Il disegno di legge del governo Draghi, che prevedeva l’obbligo sostanziale per i Comuni di mettere sul mercato tutti i servizi pubblici locali, era stato respinto da una campagna dal basso, che, a partire dal Forum italiano dei movimenti per l’acqua, aveva coinvolto moltissime reti e organizzazioni sociali e decine di Consigli Comunali. Anche dentro il Parlamento si era aperta più di una faglia e, alla fine, il disegno di legge approvato, pur mantenendo un impianto culturale liberista, aveva sostanzialmente sancito l’equivalenza tra le modalità di gestione dei servizi pubblici locali, obbligando il governo Draghi a una significativa retromarcia sulla strategia compulsiva delle privatizzazioni.
Ma il veleno sta nella coda e uno degli ultimi atti del governo Draghi fu l’approvazione del decreto applicativo del disegno di legge delega sulla concorrenza, testo che è ora all’esame delle Commissioni di Camera e Senato e che tornerà in Consiglio dei Ministri per l’approvazione definitiva entro il 10 dicembre.
Un decreto applicativo dovrebbe solo rendere esecutivo quanto stabilito nel disegno di legge delega, ma nella nostra democrazia svuotata ogni colpo di mano è possibile. Ed è così che, quanto buttato fuori dalla porta dalla discussione parlamentare, è rientrato dalla finestra.
Il testo al vaglio delle Commissioni contiene infatti: a) il divieto per i Comuni di gestione attraverso azienda speciale dei servizi a rete (art. 14, comma 2, lettera d); b) l’obbligo per i Comuni di motivare, in caso di gestione diretta di un servizio, le ragioni del mancato ricorso al mercato (art. 17, comma 2); c) la supervisione da parte di un organismo governativo – l’Osservatorio per i servizi pubblici – sulle delibere autonomamente adottate dai Comuni in merito ai servizi pubblici locali (art. 17, comma 3).
Se i punti b) e c) erano stati ritirati in seguito alla discussione parlamentare, il punto a) non era addirittura neppure presente nel testo originario. Siamo quindi in presenza di un decreto applicativo che, in totale sfregio delle norme costituzionali, riscrive una legge indipendentemente da quanto approvato dal Parlamento.

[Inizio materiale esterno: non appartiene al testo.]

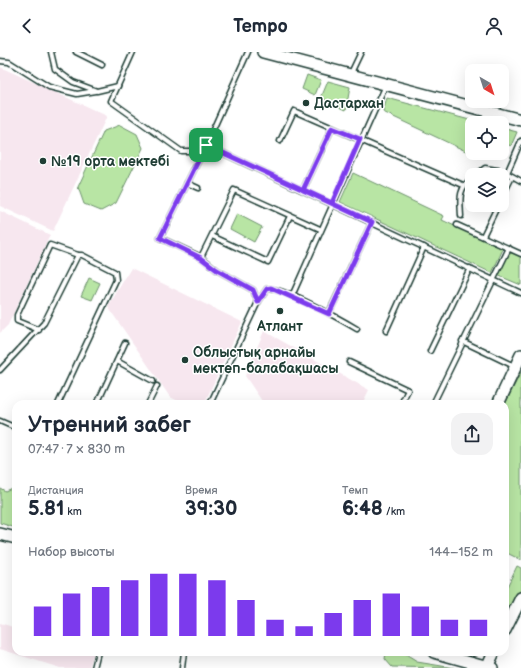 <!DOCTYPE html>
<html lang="ru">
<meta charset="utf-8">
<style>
:root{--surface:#fff;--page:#f2f2f3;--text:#1f2937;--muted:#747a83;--accent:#7c3aed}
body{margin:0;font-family:"Balsamiq Sans",sans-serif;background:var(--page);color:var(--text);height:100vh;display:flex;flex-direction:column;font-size:15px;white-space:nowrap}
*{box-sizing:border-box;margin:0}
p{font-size:13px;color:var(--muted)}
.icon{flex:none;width:22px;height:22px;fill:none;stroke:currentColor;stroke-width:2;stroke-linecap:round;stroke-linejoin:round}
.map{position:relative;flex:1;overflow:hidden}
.panel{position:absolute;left:12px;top:348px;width:497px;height:256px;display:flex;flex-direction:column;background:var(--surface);border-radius:12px;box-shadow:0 4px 16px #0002}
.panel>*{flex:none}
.needle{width:26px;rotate:141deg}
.tools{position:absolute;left:465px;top:12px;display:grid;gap:8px}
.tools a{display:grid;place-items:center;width:44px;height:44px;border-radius:8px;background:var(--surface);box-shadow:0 4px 16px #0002;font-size:20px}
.pin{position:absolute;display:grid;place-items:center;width:34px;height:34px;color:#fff;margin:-17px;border-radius:8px;box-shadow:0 2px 6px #0006}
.round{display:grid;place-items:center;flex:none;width:42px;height:42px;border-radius:12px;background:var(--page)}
.summary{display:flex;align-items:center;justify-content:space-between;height:68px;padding:0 16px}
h1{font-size:22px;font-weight:800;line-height:30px}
.stats{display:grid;grid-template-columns:repeat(3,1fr);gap:6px;height:68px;padding:4px 16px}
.stats div{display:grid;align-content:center}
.stats b{font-size:20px;font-weight:800}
.stats small{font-size:11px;font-weight:400}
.stats p{font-size:11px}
.chart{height:112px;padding:8px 16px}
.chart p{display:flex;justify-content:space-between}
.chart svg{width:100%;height:72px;margin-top:4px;stroke:var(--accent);stroke-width:6}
header{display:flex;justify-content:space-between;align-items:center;height:52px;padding:0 16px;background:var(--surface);font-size:18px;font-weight:800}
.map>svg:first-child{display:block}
.built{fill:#f7e7ef}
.green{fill:#b8e5a4;stroke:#6c916c}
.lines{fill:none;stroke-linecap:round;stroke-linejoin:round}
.lane-casing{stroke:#1f3d34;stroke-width:7}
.secondary-casing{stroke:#1f3d34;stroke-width:14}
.lane{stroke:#fff;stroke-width:4}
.secondary{stroke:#fff;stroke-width:11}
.route-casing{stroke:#fff;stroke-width:8}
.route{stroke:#7c3aed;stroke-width:5}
.poi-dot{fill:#1f3d34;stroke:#fff;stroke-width:1.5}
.labels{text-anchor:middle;stroke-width:3;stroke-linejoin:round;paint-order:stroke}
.poi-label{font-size:14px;font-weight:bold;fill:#1f3d34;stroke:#fff;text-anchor:start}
</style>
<header><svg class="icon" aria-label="back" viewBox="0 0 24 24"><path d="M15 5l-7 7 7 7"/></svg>Tempo<svg class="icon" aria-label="person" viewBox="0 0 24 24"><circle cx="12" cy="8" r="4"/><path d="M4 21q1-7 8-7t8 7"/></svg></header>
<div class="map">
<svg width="521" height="616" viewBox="0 0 521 616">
<rect width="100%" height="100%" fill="#fff"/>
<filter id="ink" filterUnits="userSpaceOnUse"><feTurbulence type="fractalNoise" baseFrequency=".025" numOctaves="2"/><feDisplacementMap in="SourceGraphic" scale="8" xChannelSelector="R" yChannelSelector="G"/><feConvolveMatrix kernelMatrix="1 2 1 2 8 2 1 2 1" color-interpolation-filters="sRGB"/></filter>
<g filter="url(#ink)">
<g class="built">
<path d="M0 15 107 64 53 179 0 154Z"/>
<path d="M0 159 50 183 8 273 0 281Z"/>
<path d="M131 216 242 270 204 352H184L170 345 108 255Z"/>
<path d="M264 279 369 338 362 352H264L245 324Z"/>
<path d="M0 571 16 576V600H94L89 616H60L0 597Z"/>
</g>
<g class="green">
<path d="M307 23 321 28 315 43 302 37Z"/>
<path d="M328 29 350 35 346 58 321 46Z"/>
<path d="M387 46 481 71H472V96L470 101 383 60Z"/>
<path d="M120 73 137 82 143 96 116 151 101 159 84 152 78 135 104 79Z"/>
<path d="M502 76 517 80 511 94 502 90Z"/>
<path d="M353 121 444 164 442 168 503 197 492 221 340 150Z"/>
<path d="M237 162 262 175 254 190 230 177Z"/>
<path d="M513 200 521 204V233L497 223 507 204Z"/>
<path d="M89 226 100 231 92 248 81 244Z"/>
<path d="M521 320V508L505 500V352Z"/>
<path d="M16 434V476L0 471V436L5 439Z"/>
<path d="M517 514 521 516V537L505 570V539Z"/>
<path d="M386 600H401L417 610 454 616 392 615 385 607Z"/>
</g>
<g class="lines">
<defs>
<g id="lane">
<path d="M51 0 55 17 73 30 97 39 118 34"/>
<path d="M76 0 102 13"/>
<path d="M133 0 111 49 181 99H196L206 93 521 241"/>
<path d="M248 0 206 93 160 186 201 205 217 218 253 238 258 250"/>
<path d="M0 9 9 10 49 35 77 42 95 39"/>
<path d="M351 21 361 0"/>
<path d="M280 89 294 59 463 133"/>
<path d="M507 121 521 89"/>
<path d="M476 123 485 116 503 119 521 129"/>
<path d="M187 131 198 136"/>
<path d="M303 138 332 76"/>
<path d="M502 145 512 125"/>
<path d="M461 164C460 147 458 137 472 126"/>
<path d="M457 173 521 202"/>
<path d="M212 184 268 210 290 164"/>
<path d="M483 184 498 153"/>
<path d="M201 205 234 138 320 177"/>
<path d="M292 244 386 33"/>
<path d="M329 261 372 170"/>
<path d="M39 278 17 269V263L50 193 78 203"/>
<path d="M386 279 424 195"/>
<path d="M462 289 514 314"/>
<path d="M430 299 470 216"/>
<path d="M117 309 153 329"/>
<path d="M349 310 408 338 401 352"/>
<path d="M0 318 44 271 78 203H82L115 220 116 228 58 352"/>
<path d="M97 352 125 291"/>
<path d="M148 352 157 334"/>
<path d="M210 352 258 250 267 237C281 234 342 268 357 277"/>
<path d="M433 352 509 196"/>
<path d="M0 369 16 376"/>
<path d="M94 616 98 600"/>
<path d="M182 616 184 600"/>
</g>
<g id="secondary">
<path d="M263 0 521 68"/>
<path d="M498 352 521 303"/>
<path d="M0 482 16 486"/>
<path d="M505 578 521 546"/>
<path d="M434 600 492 616"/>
<path d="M487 615 494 600"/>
</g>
</defs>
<use href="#lane" class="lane-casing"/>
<use href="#secondary" class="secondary-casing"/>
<use href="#lane" class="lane"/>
<use href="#secondary" class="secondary"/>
</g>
</g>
<g class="lines" filter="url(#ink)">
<defs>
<path id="route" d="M206 93 160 186 201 206 217 218 253 238 258 250 267 237 271 236 329 262 372 170 303 138 332 76 360 87 332 151 206 93"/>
</defs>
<use href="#route" class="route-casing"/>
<use href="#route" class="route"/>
</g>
<g class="poi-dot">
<circle cx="306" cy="51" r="4"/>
<circle cx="43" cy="109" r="4"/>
<circle cx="280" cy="259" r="4"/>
<circle cx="185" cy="308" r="4"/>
</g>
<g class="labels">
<g class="poi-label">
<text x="314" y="56">Дастархан</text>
<text x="51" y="114">№19 орта мектебі</text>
<text x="280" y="279" text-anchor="middle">Атлант</text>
<text x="193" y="305">Облыстық арнайы<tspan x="193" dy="16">мектеп-балабақшасы</tspan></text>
</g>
</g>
</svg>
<div class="tools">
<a><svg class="needle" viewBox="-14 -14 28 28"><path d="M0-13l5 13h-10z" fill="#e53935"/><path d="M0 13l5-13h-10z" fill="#747a83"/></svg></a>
<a><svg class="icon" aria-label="locate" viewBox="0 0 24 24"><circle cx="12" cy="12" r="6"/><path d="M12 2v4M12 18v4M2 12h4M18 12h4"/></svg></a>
<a><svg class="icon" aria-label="layers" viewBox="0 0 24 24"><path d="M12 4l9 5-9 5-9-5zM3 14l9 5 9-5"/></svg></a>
</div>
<div class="pin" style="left:206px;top:93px;background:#1e9e55"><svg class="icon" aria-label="arrive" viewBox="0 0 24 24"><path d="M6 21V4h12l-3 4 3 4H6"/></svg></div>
<section class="panel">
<div class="summary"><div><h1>Утренний забег</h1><p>07:47 · 7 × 830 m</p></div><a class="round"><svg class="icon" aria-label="share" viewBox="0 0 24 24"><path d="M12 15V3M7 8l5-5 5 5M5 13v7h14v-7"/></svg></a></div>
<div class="stats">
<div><p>Дистанция</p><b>5.81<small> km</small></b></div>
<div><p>Время</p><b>39:30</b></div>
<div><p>Темп</p><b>6:48<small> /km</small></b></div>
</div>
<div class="chart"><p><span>Набор высоты</span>144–152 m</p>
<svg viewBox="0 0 160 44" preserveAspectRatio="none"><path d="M5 44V26M15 44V18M25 44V14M35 44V10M45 44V6M55 44V6M65 44V10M75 44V22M85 44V34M95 44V38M105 44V30M115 44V22M125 44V18M135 44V26M145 44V34M155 44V34"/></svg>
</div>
</section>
</div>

Che farà il nuovo governo Meloni, che si vantava di essere l’unica opposizione al governo Draghi? E l’insieme del Parlamento accetterà questo «eccesso di delega» che stravolge quanto democraticamente stabilito nelle Aule, svilendone ancora una volta ruolo e funzioni? E potrà l’Anci accettare l’ennesima umiliazione per gli enti locali, impediti a decidere in autonomia sui servizi pubblici locali delle proprie comunità territoriali?
Mentre la crisi eco-climatica e l’emergenza sociale indicano in un nuovo ruolo dei Comuni l’unica possibilità di costruire un altro modello ecologico, sociale e relazionale, gli enti locali vengono continuamente svuotati della propria funzione pubblica e sociale e le comunità territoriali vengono espropriate di beni comuni, servizi pubblici e ricchezza collettiva.
Occorre mettere in campo una fortissima pressione sul Parlamento per impedire questo ennesimo colpo di mano contro l’acqua, i beni comuni e i diritti. Occorre costruire tutte e tutti insieme la campagna «Riprendiamoci il Comune» che, con due leggi d’iniziativa popolare, da gennaio inizierà ad invertire la rotta.